Another troubling element for the Warriors is how opponents have overpowered them as games evolve. Wayne State has only been outscored 5-3 in first periods this year. In the second, they're being outscored, 10-1, and they're being outscored in the third by a 6-0 margin.

“I wish I had an explanation for it,” Wilkinson said. “We had two breakaways in the second period Saturday night and two other chances to score and didn’t score at all. I don’t think there is any magic formula to it. We just need to continue to work at a higher level of intensity and force a situation where we get the break and the bounce of the puck and a couple garbage goals here or there.”

FRIES AT THE BOTTOM OF THE BAG

• Niagara, which was swept in a tough series with nationally-ranked Vermont, got some bad news when it learned sophomore defenseman Travis Anderson is out for the season with a ruptured anterior cruciate ligament and a strained medial collateral ligament. He will undergo surgery to repair the ACL in approximately six weeks, which gives the MCL sufficient time to heal.

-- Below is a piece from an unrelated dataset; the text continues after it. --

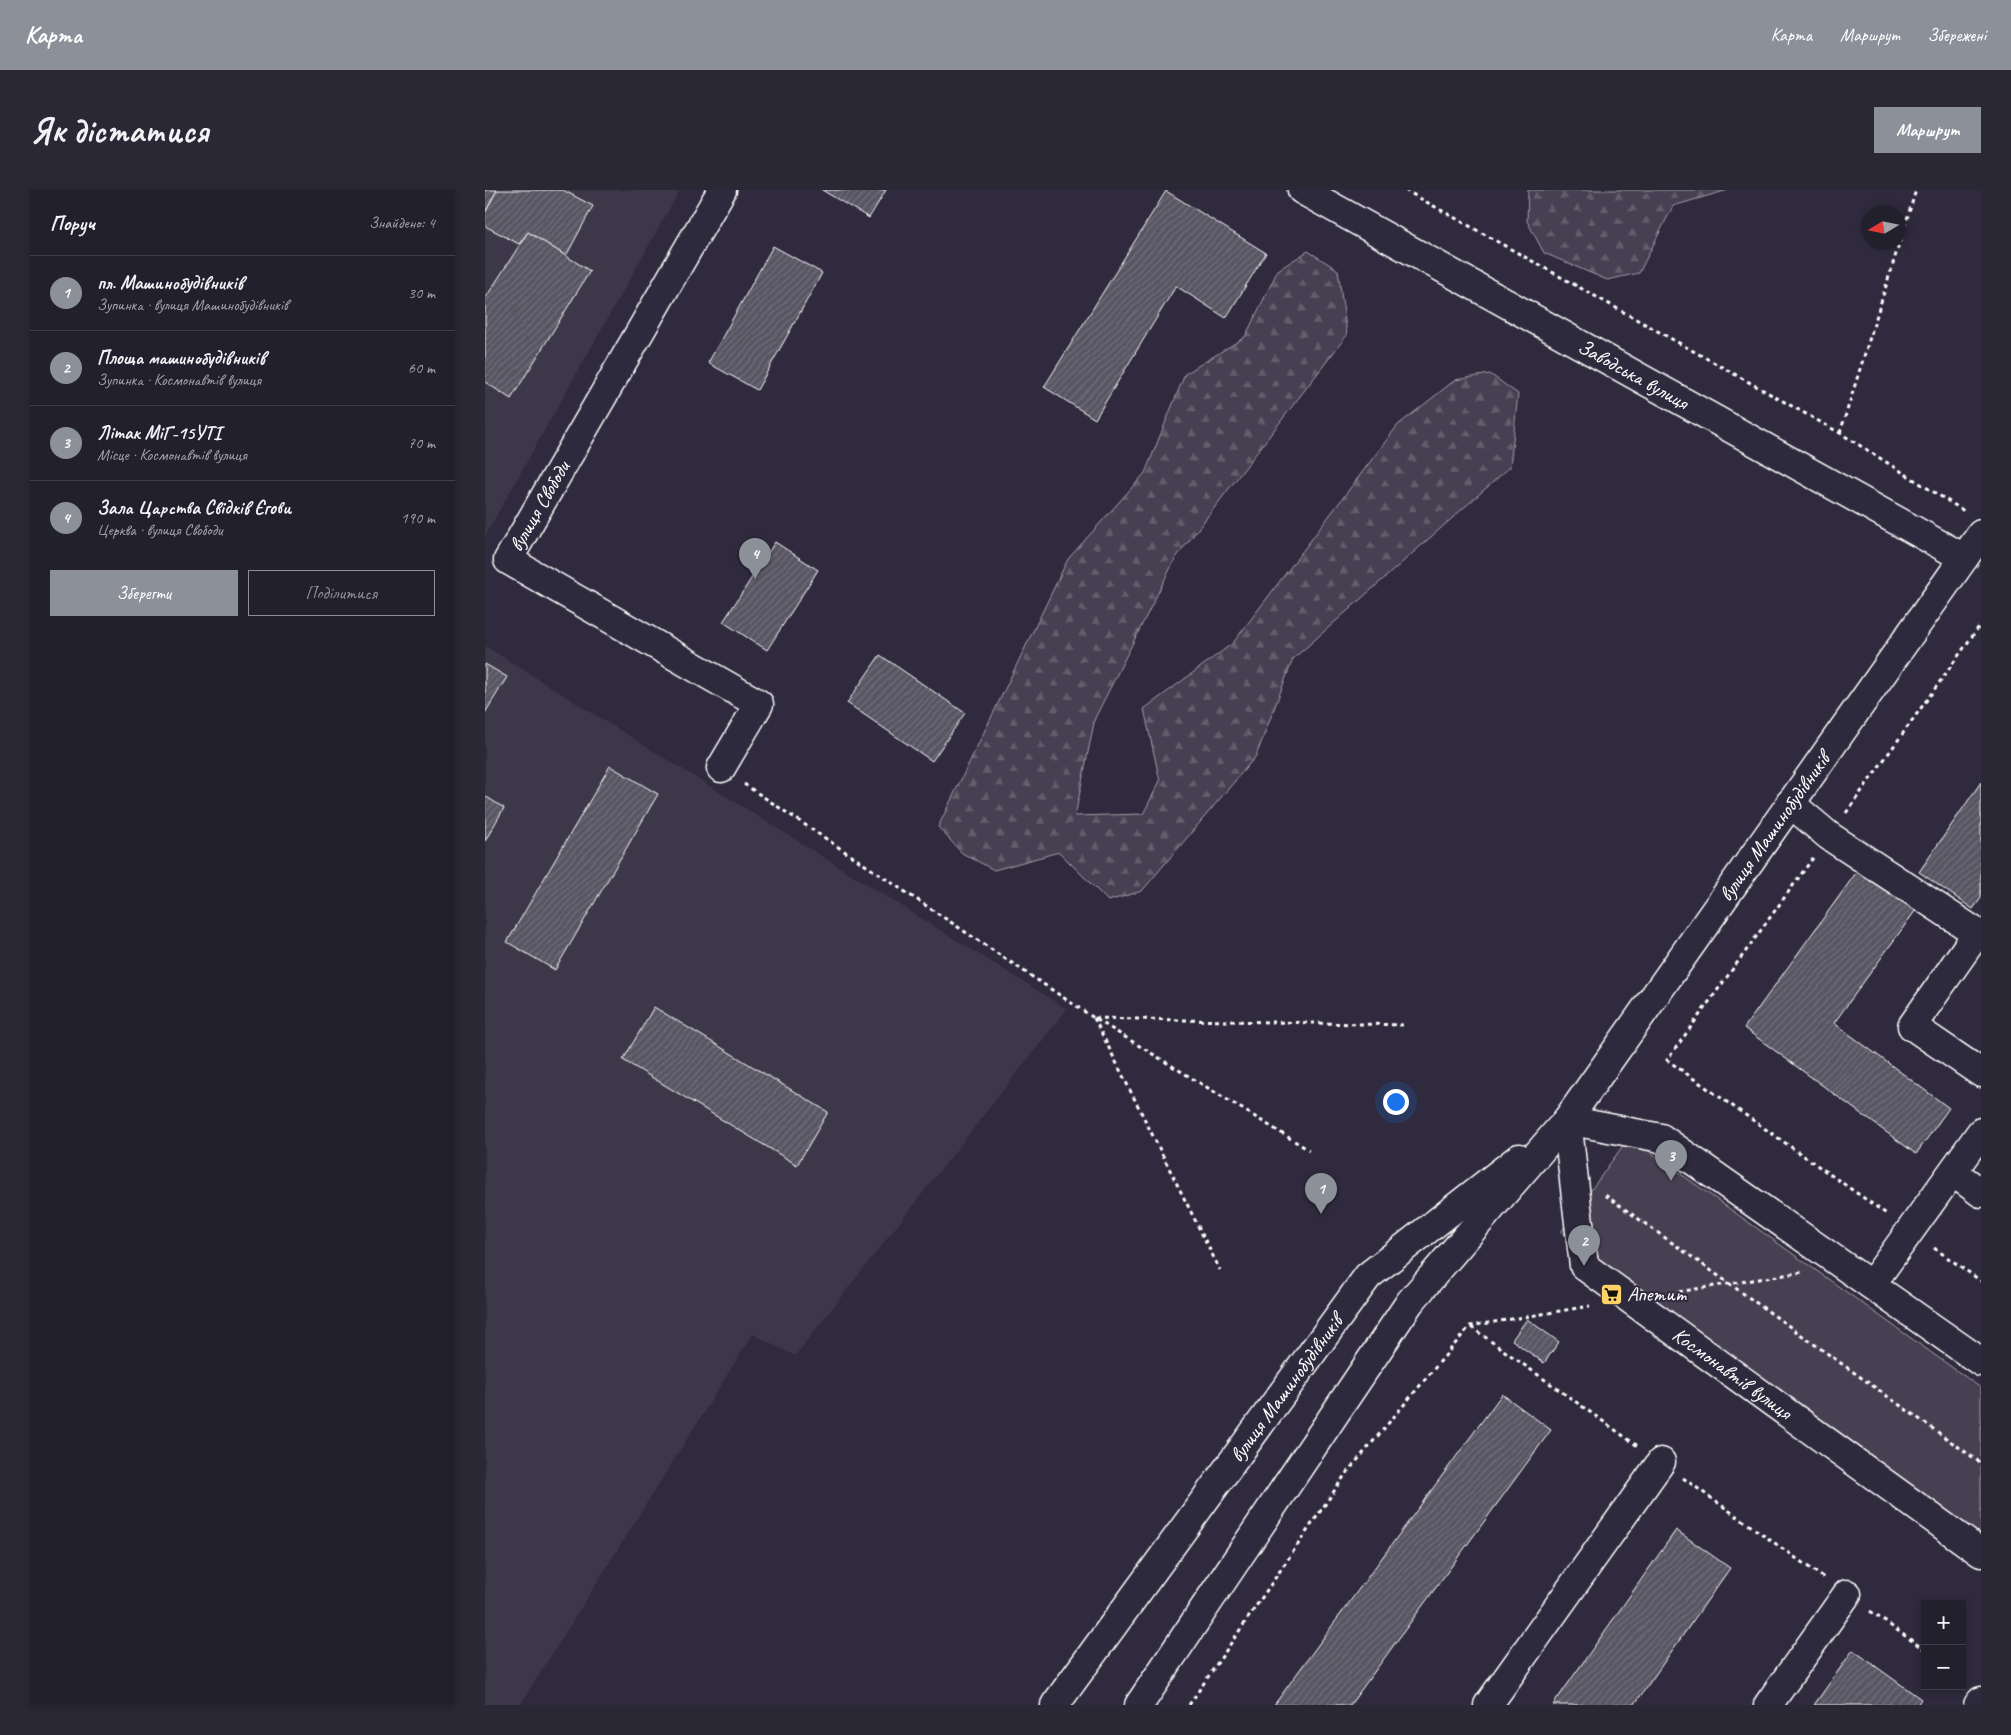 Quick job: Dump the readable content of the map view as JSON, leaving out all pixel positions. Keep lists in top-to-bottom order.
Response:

“He was playing so well for us,” Burkholder said. “At the time of the injury he was one of our best defensemen. He has a big frame, very physical, and he will be missed.”

Anderson, who received Niagara's “Claw” Award as the player who exemplifies effort and often times does the least enviable jobs on the ice, is eligible for a medical redshirt

• In more Niagara injury news, senior forward Justin Cross remains listed as day-to-day with a concussion he suffered against Western Michigan Oct. 22. Freshman forward Vince Rocco, meanwhile, has been hampered by a twisted knee, but Burkholder said he could be ready for this weekend’s games against Wayne State.

• Air Force, which is off this week, travels to West Point for a series with Army Nov. 11-12. Serratore said he'd give his players some extra time off (the Falcons always have Tuesday off to rest and recuperate). Being a student at one of the service academies is a grind. Serratore says his players carry 21 or 22 hours of classes and participate in military training.

“Here at the Academy, rest is sometimes the best thing they can have to get caught up on their schoolwork,” he said. “They need time to rest or they will get worn into the ground.”

A variety of sources were utilized in the compilation of this report.